D'après Norbert ELIAS, La Solitude des mourants (1982), trad. fr. Paris, Bourgois, 1998 (coll. Détroits).
Processus de civilisation au cours duquel l’agonie et la mort ont été reléguées de façon plus décisive derrière les coulisses de la vie sociale et entourées de sentiments de gêne relativement forts, de tabous verbaux relativement rigoureux. Au cours de la poussée de civilisation qui s’est amorcée dans les sociétés européennes, il y a quatre ou cinq cents ans, l’attitude des hommes devant la mort a changé, ainsi que la manière de mourir.
Autrefois, l’agonie des êtres humains était une affaire beaucoup plus publique qu’aujourd’hui.

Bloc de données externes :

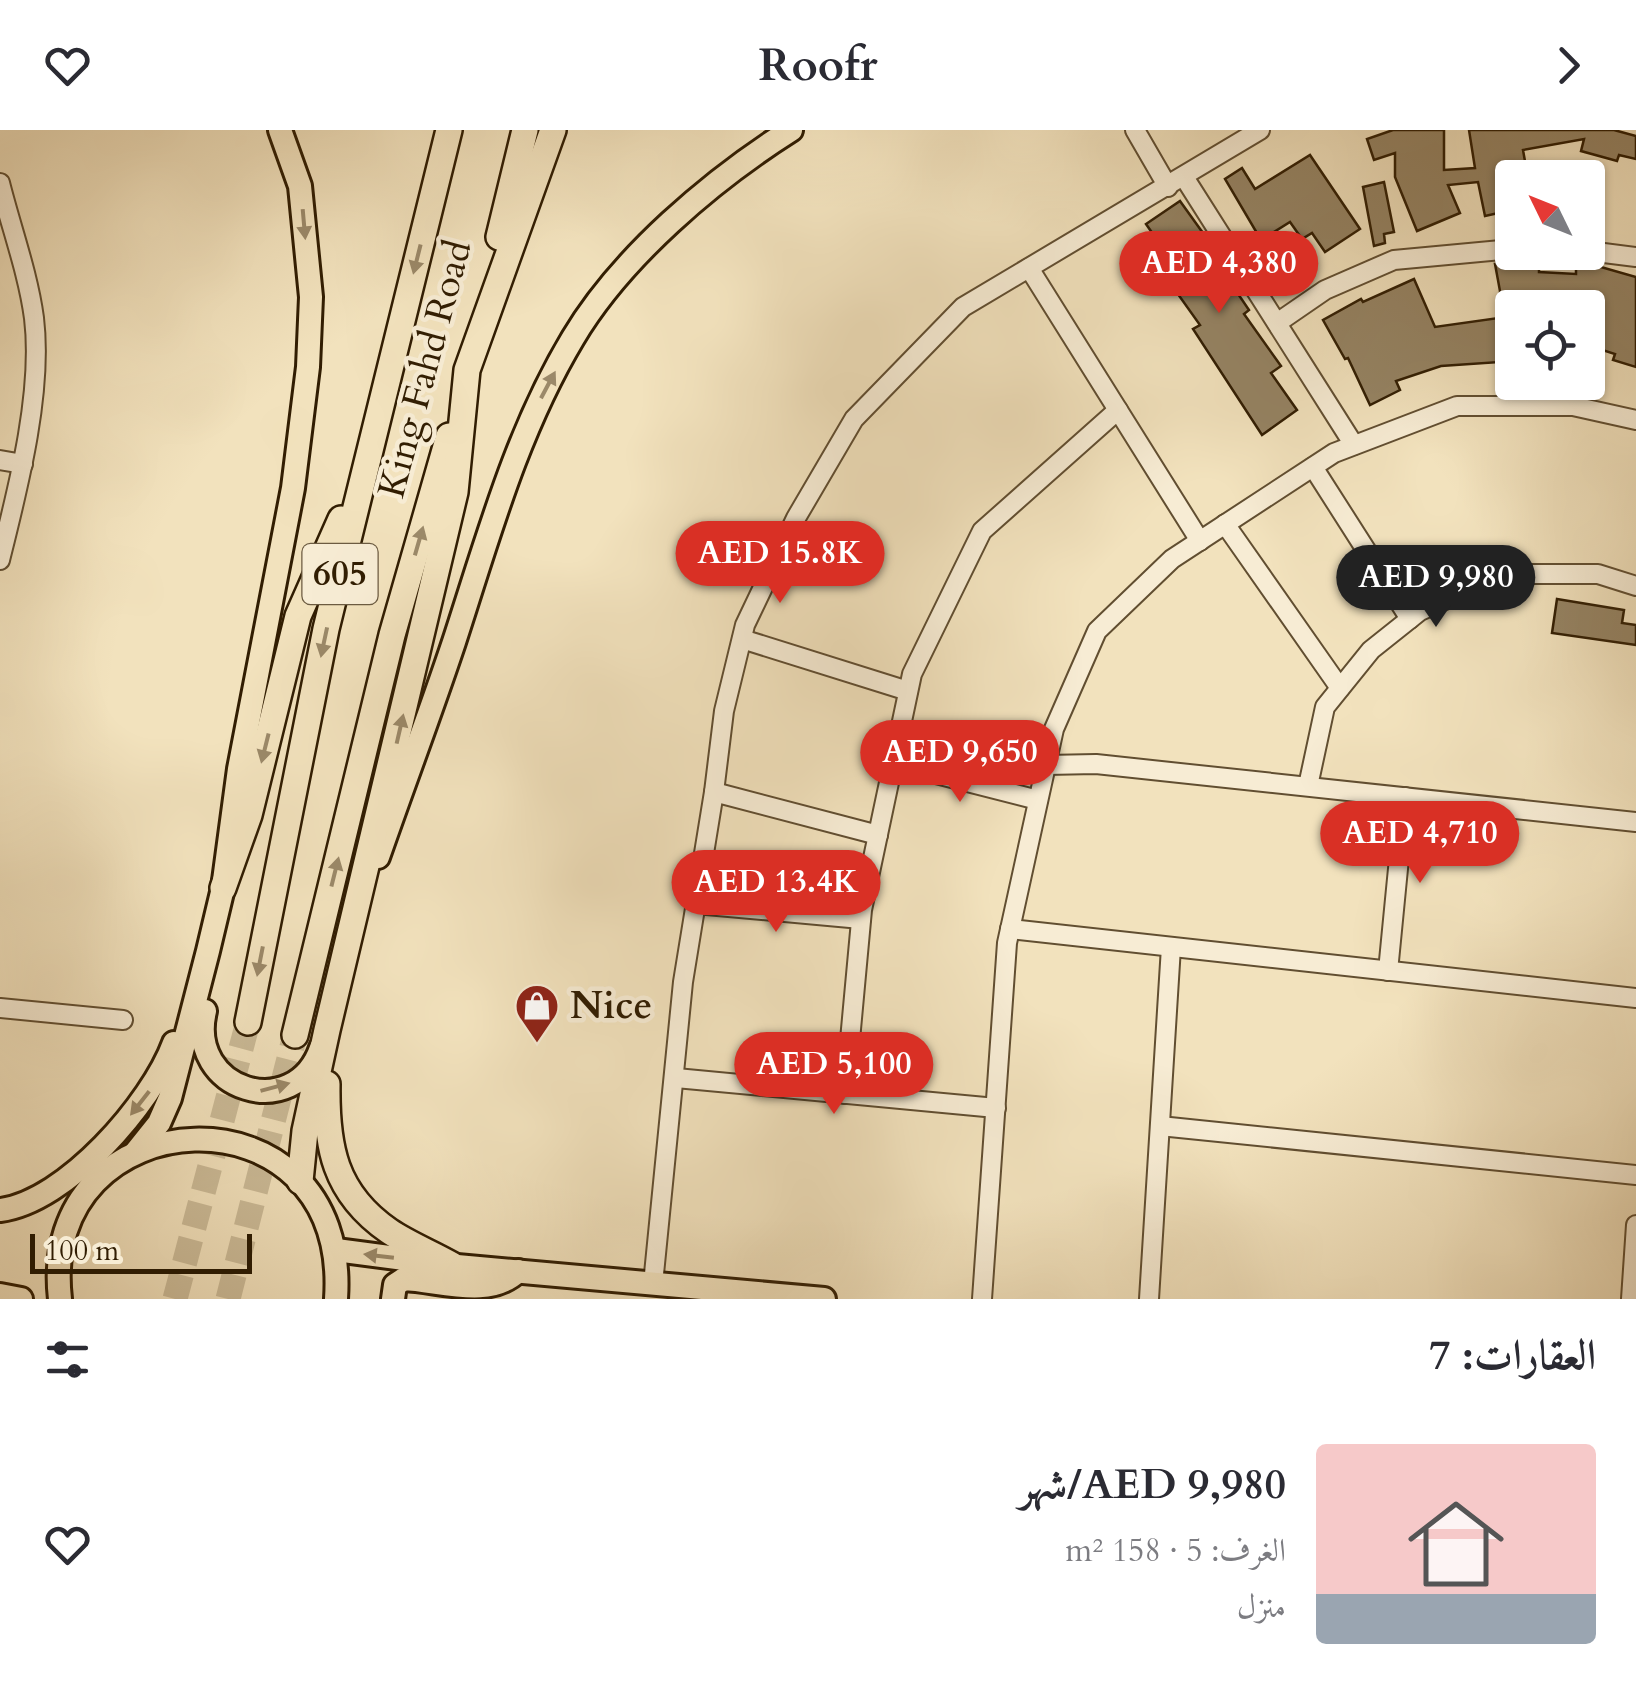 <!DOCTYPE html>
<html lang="ar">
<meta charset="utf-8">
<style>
:root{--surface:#fff;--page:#f2f2f3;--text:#2b2b33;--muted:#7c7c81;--accent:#d93025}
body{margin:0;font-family:Cardo,Amiri,serif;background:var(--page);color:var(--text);direction:rtl;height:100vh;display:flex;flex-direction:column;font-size:38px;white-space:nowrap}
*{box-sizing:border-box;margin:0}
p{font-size:32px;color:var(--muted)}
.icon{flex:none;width:55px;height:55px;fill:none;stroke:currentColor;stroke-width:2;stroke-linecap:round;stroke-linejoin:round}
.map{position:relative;height:1169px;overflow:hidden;direction:ltr}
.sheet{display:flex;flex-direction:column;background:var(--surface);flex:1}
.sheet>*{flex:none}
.needle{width:65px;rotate:313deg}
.tools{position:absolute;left:1495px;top:30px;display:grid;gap:20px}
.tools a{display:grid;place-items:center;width:110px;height:110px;border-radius:10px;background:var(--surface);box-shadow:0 2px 8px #0004;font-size:50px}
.scale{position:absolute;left:30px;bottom:25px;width:222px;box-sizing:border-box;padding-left:10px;border:5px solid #311d02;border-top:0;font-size:28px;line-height:35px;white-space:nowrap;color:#311d02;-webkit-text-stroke:8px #f7ecd4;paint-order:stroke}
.price{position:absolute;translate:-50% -85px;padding:0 22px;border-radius:35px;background:var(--accent);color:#fff;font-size:32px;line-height:65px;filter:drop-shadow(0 2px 5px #0008)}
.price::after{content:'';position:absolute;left:50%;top:60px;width:30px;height:22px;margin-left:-15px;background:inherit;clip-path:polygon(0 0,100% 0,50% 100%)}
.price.active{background:#222;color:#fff}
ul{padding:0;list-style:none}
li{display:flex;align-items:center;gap:30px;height:250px;padding:0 40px}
li span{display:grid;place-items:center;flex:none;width:280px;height:200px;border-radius:10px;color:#555}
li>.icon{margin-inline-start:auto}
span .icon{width:120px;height:120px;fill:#fffc;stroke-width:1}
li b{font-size:42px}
h2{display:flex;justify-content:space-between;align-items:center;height:120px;padding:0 40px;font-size:42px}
header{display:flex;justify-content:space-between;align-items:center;height:130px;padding:0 40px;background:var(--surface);font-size:45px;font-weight:600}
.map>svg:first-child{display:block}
.building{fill:#958363;stroke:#311d02;stroke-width:2.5}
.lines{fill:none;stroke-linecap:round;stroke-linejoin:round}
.highway-tunnel{stroke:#cbbb98;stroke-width:25;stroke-dasharray:25 12;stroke-linecap:butt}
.minor-casing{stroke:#614e31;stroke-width:22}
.major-casing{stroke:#311d02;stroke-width:28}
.highway-casing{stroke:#311d02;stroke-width:30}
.minor{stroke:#f7ecd4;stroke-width:18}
.major{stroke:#f2e2bd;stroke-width:22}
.highway{stroke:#f2e2bd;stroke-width:25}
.oneway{fill:#9b8969}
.labels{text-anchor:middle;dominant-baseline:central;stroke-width:9;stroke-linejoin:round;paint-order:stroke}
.shield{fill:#f7ecd4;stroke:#6c5b41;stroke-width:2.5}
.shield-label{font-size:35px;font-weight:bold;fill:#311d02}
.street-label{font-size:38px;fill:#311d02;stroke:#f7ecd4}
.poi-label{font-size:38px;font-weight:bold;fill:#311d02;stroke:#f7ecd4;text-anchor:start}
</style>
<header><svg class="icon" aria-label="forward" viewBox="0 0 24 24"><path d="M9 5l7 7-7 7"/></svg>Roofr<svg class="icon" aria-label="heart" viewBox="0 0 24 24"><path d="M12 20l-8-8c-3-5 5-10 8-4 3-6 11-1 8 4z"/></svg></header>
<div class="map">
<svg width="1636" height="1169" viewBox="0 0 1636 1169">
<rect width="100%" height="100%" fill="#f2e2bd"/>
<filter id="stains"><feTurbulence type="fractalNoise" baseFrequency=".002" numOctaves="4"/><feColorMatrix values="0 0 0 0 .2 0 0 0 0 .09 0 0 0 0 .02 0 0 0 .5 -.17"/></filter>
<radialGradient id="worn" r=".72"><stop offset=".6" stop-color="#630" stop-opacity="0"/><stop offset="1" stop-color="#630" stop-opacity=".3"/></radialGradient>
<g class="building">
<path d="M 1393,0 L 1444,0 L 1444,40 L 1475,38 L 1469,0 L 1614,0 L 1636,6 L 1636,29 L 1619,25 L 1617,31 L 1581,21 L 1584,9 L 1523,20 L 1528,48 L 1512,48 L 1512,80 L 1485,86 L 1478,52 L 1448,55 L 1460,83 L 1417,101 L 1395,47 L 1395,23 L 1374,30 L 1367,9 Z"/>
<path d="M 1310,25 L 1360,99 L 1325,122 L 1312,103 L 1302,109 L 1290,92 L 1261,110 L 1225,49 L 1242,38 L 1255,59 Z"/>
<path d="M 1384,52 L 1394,102 L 1384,104 L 1385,113 L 1374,116 L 1363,57 Z"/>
<path d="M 1180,71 L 1218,124 L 1213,127 L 1249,180 L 1244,184 L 1281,236 L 1271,243 L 1297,280 L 1262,305 L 1193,199 L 1200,195 L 1143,115 L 1155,107 L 1146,94 Z"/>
<path d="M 1539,132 L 1539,142 L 1576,144 L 1576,134 L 1594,135 L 1636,147 L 1636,237 L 1613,230 L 1615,224 L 1593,217 L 1596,208 L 1588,207 L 1588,178 L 1512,177 L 1512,236 L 1499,236 L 1499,232 L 1441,236 L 1396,251 L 1400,260 L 1370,275 L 1348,228 L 1345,229 L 1323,190 L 1361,169 L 1363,172 L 1414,149 L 1435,197 L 1499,188 L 1500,161 L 1495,134 Z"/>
<path d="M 1557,469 L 1624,480 L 1622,493 L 1636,495 L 1636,515 L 1552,503 Z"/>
</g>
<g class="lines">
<g class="highway-tunnel">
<path d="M 175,1169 L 248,892"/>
<path d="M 228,1169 L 295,905"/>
</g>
<defs>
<g id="minor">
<path d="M 1135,0 L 1168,57"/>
<path d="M 1184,47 L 1354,315"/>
<path d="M 0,53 C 11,97 28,143 34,188 C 43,262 18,358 0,430"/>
<path d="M 1588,121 L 1636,127"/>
<path d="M 1029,138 L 1200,411"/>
<path d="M 1277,193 L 1325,160 L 1394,130 L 1512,119"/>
<path d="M 0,330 L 23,334"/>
<path d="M 1313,337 L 1410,489"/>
<path d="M 1225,394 L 1340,558"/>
<path d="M 742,509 L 908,561"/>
<path d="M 893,633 L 1038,670"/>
<path d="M 1046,635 L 1096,634 L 1636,692"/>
<path d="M 1308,656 L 1325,577 L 1371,520 L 1420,481 L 1504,444 L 1598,444 L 1636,456"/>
<path d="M 714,662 L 878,705"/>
<path d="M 695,774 L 861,789"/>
<path d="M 1010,799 L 1636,868"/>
<path d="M 1388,841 L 1405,667"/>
<path d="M 0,878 L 123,890"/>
<path d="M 676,948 L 996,978"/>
<path d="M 845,964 L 862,780 L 912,544 L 982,401 L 1118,280"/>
<path d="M 1160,996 L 1636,1045"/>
<path d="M 653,1154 L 683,852 L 714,662 L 724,581 L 745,495 L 796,388 L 854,289 L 963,177 L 1260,0"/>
<path d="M 982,1169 L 1007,813 L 1054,599 L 1097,501 L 1172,429 L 1334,323 L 1457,276 L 1573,276 L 1636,290"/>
<path d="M 1149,1169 L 1171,817"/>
<path d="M 1631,1169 L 1636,1095"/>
</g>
<g id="major">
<path d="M 378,727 C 403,655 430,584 454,512 C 488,408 516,303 573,208 C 621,127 712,50 791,0"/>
<path d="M 205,881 C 186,961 295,994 321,918"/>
<path d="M 135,1023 L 159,993 L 170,968 L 208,821 L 223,758 L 239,639 L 293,358 L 308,237 L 311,167 L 300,56 L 280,0"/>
<path d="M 0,1080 C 66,1072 152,973 174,913"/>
<path d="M 336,1120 L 457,1136 L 824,1169"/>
<path d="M 0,1165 L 21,1169"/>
<path d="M 60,1169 C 36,965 351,948 336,1169"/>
<path d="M 393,1169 L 395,1155 L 404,1149 C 442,1151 489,1169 518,1141"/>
</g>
<g id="highway">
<path d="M 499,107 L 525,0"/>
<path d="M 223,758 L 249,685 L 298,486 L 341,389"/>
<path d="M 248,892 L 326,499 L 449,0"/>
<path d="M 295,905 L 392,505 L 449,306"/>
<path d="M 327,954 C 326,1016 334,1063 389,1101 C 408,1114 431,1123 452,1135"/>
<path d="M 300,1051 L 305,1001 L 327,900 L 455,362 L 467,240 L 553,0"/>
</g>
</defs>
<use href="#minor" class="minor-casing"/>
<use href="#major" class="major-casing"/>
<use href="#highway" class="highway-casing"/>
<use href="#minor" class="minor"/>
<use href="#major" class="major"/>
<use href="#highway" class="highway"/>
</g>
<defs><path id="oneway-solid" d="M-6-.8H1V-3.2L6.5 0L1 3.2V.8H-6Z" transform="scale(2.5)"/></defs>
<g class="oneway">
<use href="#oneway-solid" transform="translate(304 94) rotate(85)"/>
<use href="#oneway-solid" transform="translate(417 129) rotate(104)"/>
<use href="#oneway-solid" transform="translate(548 255) rotate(-62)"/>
<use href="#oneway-solid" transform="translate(419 411) rotate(-74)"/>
<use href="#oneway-solid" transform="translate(324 512) rotate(102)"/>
<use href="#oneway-solid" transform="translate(400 599) rotate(-77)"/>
<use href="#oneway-solid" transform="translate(265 618) rotate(104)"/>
<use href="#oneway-solid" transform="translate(335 742) rotate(-76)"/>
<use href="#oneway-solid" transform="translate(260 831) rotate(101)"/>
<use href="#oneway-solid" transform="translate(275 957) rotate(-15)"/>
<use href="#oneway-solid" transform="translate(140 973) rotate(128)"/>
<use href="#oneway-solid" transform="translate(379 1126) rotate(-173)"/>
</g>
<defs>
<symbol id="shop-pin" viewBox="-11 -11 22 30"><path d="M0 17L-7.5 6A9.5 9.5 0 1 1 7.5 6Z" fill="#8f2418" stroke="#f7ecd4"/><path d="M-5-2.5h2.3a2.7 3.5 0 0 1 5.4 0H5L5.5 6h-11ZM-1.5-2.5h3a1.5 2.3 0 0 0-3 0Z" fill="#fff"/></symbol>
</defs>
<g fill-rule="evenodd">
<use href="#shop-pin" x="512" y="851" width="50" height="68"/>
</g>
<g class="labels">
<rect class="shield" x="302.5" y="414" width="75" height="60" rx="8"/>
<g class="shield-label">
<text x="340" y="444">605</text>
</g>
<g class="street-label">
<text transform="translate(425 239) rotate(-75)">King Fahd Road</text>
</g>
<g class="poi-label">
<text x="570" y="876">Nice</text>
</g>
</g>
<rect width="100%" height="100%" filter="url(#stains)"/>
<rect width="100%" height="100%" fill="url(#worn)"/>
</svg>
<div class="tools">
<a><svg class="needle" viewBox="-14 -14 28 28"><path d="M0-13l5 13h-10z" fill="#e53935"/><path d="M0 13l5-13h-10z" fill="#7c7c81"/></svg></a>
<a><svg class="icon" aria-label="locate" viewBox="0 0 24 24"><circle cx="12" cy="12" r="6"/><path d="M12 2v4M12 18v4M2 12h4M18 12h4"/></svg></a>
</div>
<div class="scale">100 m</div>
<b class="price" style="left:1219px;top:186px">AED 4,380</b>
<b class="price" style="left:780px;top:476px">AED 15.8K</b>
<b class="price active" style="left:1436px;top:500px">AED 9,980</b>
<b class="price" style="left:960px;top:675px">AED 9,650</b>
<b class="price" style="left:1420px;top:756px">AED 4,710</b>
<b class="price" style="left:776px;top:805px">AED 13.4K</b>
<b class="price" style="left:834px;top:987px">AED 5,100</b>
</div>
<section class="sheet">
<h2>العقارات: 7<svg class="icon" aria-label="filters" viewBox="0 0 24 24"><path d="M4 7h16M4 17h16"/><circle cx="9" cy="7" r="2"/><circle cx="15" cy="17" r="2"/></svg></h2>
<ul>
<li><span style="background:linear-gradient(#f6c9c9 75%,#9aa5b1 0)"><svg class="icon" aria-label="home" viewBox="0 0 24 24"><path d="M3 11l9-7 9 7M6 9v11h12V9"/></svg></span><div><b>AED 9,980/شهر</b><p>الغرف: 5 · 158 m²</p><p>منزل</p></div><svg class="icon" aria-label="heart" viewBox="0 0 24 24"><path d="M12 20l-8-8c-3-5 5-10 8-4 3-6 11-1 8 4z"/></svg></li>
</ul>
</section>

Il ne pouvait en être autrement: les hommes ordinaires vivaient constamment ensemble. L’espace des habitations déjà, ne leur laissait pas d’autre choix. La naissance et la mort elles-mêmes — comme d’autres aspects animaux de la vie humaine — étaient des événements publics bien plus que de nos jours, et donc des événements de la vie sociale, moins privatisés qu’aujourd’hui. Rien ne caractérise mieux l’attitude actuelle devant la mort que la manière dont les adultes redoutent de faire connaître aux enfants les faits concrets touchant la mort. C’est là un symptôme particulièrement remarquable du refoulement de la mort au niveau individuel comme au niveau social.
Quatre particularités des sociétés contemporaines et des structures de personnalité correspondantes qui sont responsables de la spécificité de l’image de la mort, et donc aussi de la nature et de l’ampleur du refoulement social de la mort dans les nations développées.
1° / La durée de la vie individuelle. Dans une société où l’espérance de vie est de 75 ans, la mort est considérablement plus éloignée pour un homme de 30 ans, que dans une société où l’espérance de vie moyenne est de 40 ans. Il est facile de comprendre que, désormais, un être humain peut repousser l’idée de sa mort pendant la plus grande partie de sa vie. Dans la société médiévale, la vie était plus brève, les dangers moins contrôlables, la mort souvent plus douloureuse, le sentiment de culpabilité et la peur du châtiment moins dissimulés que de nos jours, mais la participation des autres à la mort de l’individu était bien plus normale. Aujourd’hui, on sait dans bien des cas atténuer les souffrances de l’agonie; les angoisses liées à la culpabilité sont refoulées. Mais la participation des autres à la mort de l’individu est plus faible.
2° / La représentation de la mort comme stade final d’un processus naturel a pris de l’importance grâce aux progrès de la science médicale. La notion même d’un processus naturel nécessaire est caractéristique d’une certaine phase du développement des connaissances et de la société. A l’heure actuelle, ce concept de nature semble tellement aller de soi dans les sociétés développées qu’on ne réalise plus guère à quel point la confiance en la régularité inébranlable des processus naturels contribue à ce sentiment de sécurité face aux événements naturels, qui caractérise les hommes des sociétés scientifiques. La représentation de la mort qui prédomine dans les sociétés développées est très fortement influencée par ce savoir sécurisant.
3° / Un degré relativement élevé de pacification intérieure des sociétés contemporaines. En résulte une vision de la mort tout à fait spécifique. Nous pensons en premier lieu à la mort paisible d’un malade ou d’un vieillard dans son lit. Cette image-là de la mort, soulignant le caractère naturel du processus, apparaît comme la mort normale, et la mort violente, surtout de la main d’un autre, comme une exception et un crime.
4° / L’individualisme. Dans les sociétés développées les hommes se voient généralement comme des individus foncièrement indépendants les uns des autres (cf. notion d’un «monde intérieur»). Cette manière de se vivre soi-même, caractéristique d’une phase de civilisation récente, est en liaison très étroite avec une manière tout aussi spécifique de vivre par anticipation sa propre mort, et probablement, dans la situation réelle, sa propre agonie. Sous une forme voilée, par exemple à l’aide de concepts tels que le «mystère» ou le «néant», certaines considérations existentialistes impliquent parfois la projection d’une image quasi solipsiste de l’homme sur la mort.